Wilson snapped his fingers and sent a waiter sliding through the throng to get the drink.
Sally Lamar appeared at her husband’s side, her long, reddish hair caught up at each side with a diamond comb. More diamonds glittered at her ears. A soft face. Rou
nded cheekbones and jaw, a full mouth colored pale pink and moistly shiny, ingenuous brown eyes that managed to appear liquid and innocent at all times. Sally was a perfect compliment to her tall, fit husband. Wilson’s blond good looks, his easy smile, usually drew attention away from a vaguely supercilious light in his intelligent eyes. The most stunning couple in the county, that was what was said about the Lamars. Sally’s sequined shift was the color of Irish coffee and set little reflections dancing off her smooth white skin. Matching pumps with very high heels drew attention to beautiful legs shown to advantage all the way to mid-thigh.
Celina detested both of them.
“You do know how to draw attention to yourself, honey,” Sally said to Celina. “All over the television screen all day.”

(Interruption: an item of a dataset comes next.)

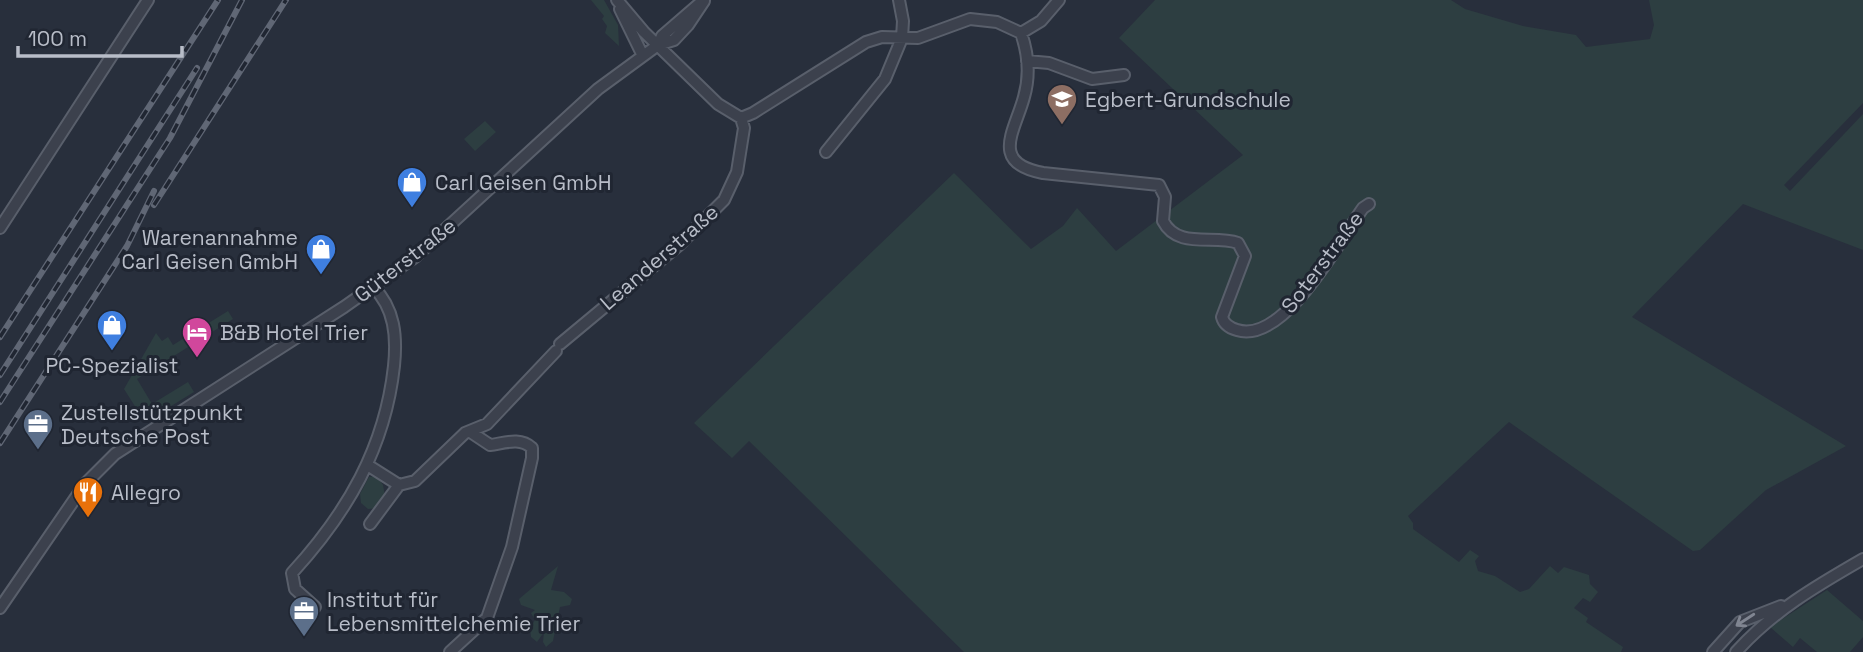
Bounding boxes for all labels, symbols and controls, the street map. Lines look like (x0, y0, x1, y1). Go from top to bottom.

“Oh, Sally, you couldn’t even see her face,” Mama said, not looking at the other woman. “And they just kept repeating the same footage. You know how those things go.”

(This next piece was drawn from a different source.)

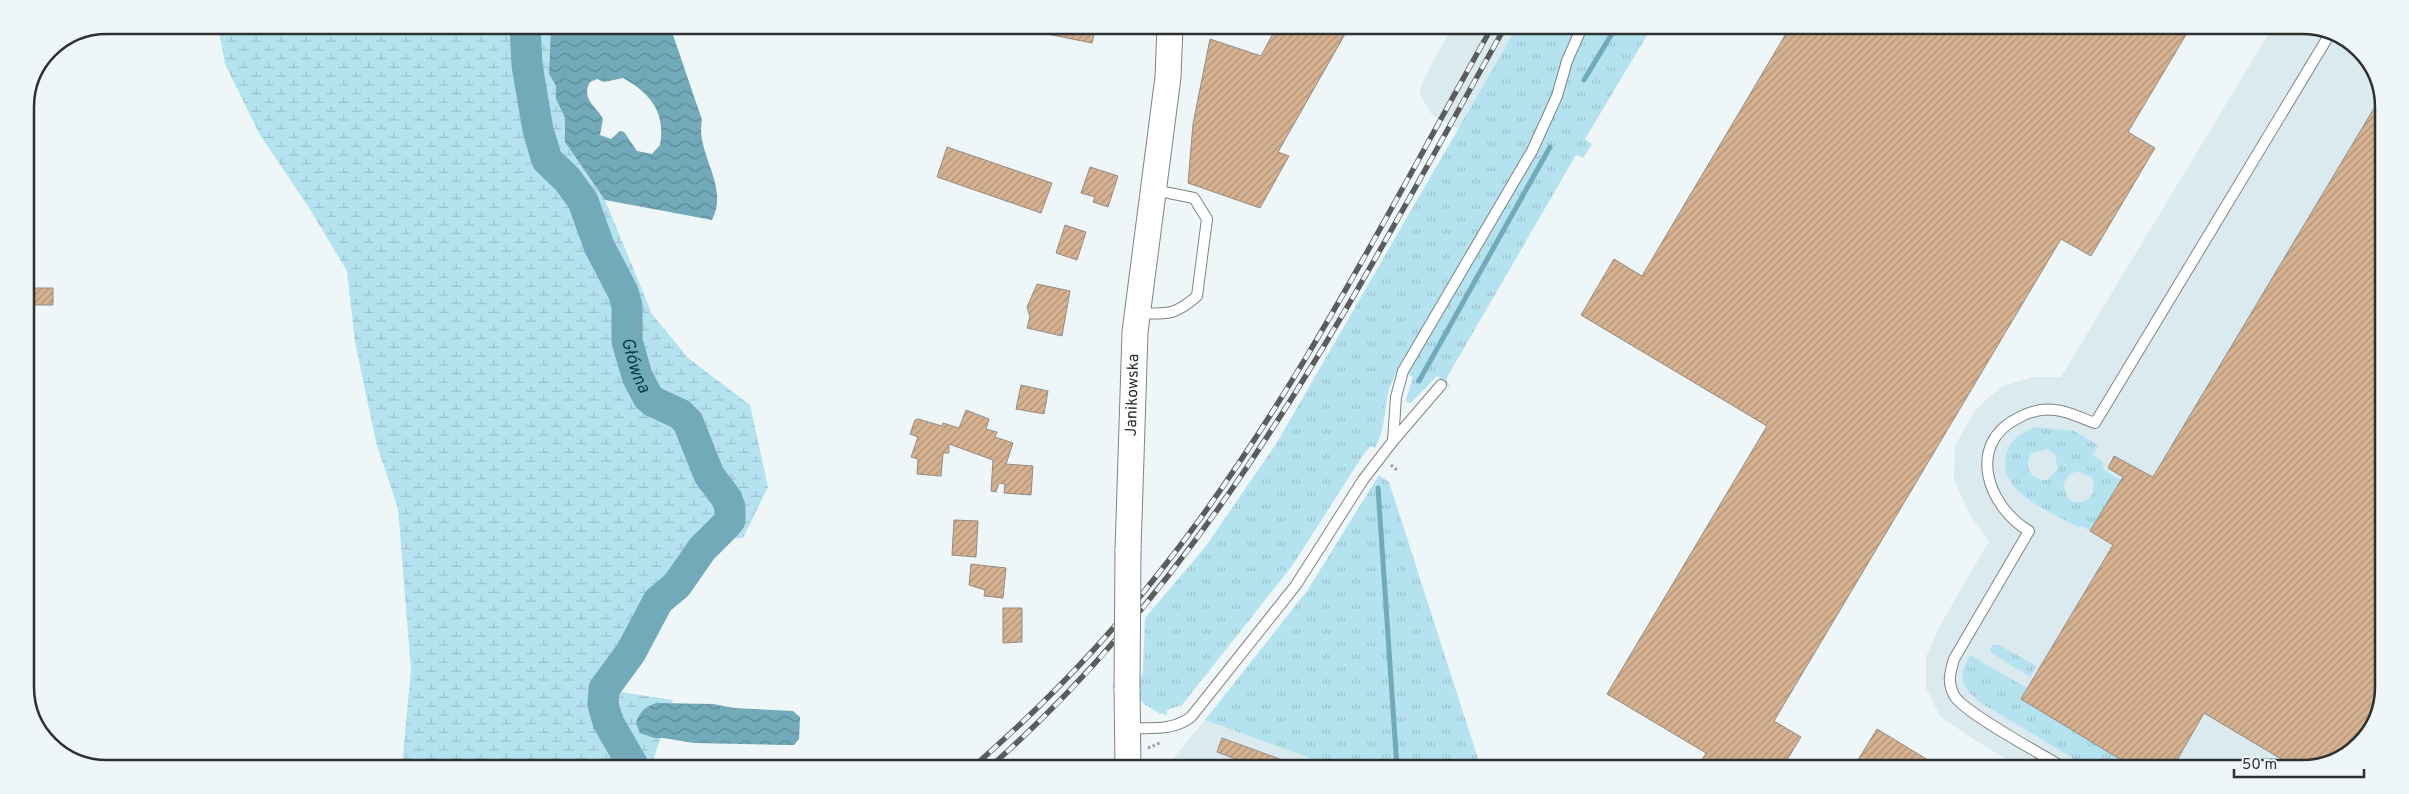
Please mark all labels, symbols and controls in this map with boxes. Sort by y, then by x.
water label: Główna [615,335,656,398]
street label: Janikowska [1122,353,1144,437]
scale bar [2234,746,2364,778]
text: 50 m [2242,756,2277,775]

“No, I don’t, thank goodness,” Sally said sharply. “Unless I’m at my husband’s side—which is my job and my pleasure—Ι manage to keep myself out of the limelight. We can only hope Celina’s attachment to Wilson’s campaign won’t draw any negative attention.”
For her mother’s sake, Celina didn’t remind the gathered company that she was no longer involved in helping with Wilson’s senate bid. “Well,” she said with forced cheer, “you all look as if you’re having a time of it. Nice music, Sally, and the house looks gorgeous.”

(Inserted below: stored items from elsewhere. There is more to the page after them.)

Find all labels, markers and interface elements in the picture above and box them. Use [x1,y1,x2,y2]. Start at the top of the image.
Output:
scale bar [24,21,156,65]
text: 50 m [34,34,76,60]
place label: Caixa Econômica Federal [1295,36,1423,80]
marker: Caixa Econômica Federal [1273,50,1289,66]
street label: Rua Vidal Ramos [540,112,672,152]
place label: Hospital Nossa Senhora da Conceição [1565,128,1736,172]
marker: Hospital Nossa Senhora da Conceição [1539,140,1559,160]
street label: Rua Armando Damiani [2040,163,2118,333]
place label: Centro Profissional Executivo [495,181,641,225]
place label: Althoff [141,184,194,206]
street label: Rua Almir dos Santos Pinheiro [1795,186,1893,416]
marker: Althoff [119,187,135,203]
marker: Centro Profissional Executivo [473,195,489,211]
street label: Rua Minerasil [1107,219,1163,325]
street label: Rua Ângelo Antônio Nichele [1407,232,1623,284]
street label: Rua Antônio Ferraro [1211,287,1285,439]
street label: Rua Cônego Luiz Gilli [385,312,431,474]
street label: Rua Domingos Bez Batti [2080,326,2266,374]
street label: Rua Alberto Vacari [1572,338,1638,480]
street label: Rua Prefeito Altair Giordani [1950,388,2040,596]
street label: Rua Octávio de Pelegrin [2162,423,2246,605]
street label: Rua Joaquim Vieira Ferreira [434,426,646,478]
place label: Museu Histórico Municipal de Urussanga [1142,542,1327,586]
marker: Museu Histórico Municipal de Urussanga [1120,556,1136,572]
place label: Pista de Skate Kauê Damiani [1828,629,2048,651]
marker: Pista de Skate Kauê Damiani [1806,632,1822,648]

Sally simpered, and hung on Wilson’s arm. “My daddy was famous for giving the best parties in the parish. Some said the best parties in Louisiana. I guess I inherited his talent.”
“I guess you did, sugar,” Wilson said, patting her hands while he took subtle advantage of the moment to release himself from her. “Here’s your drink, Celina. It’s hot in here. Let’s find a couple of seats outside and you can catch me up on everythin’ that’s been happenin’ to you. Old friends shouldn’t lose touch.”
Celina’s skin crawled. Goose bumps shot out on her bare arms.
“There you are, little pet.” Dear, ineffectual Daddy tottered up to Celina and dropped a liquor-laced kiss on her cheek. “You are lookin’ lovely, as always, my child. You make your daddy proud. I worried about you today. All that unpleasantness. You ought to come home to your mother and me.”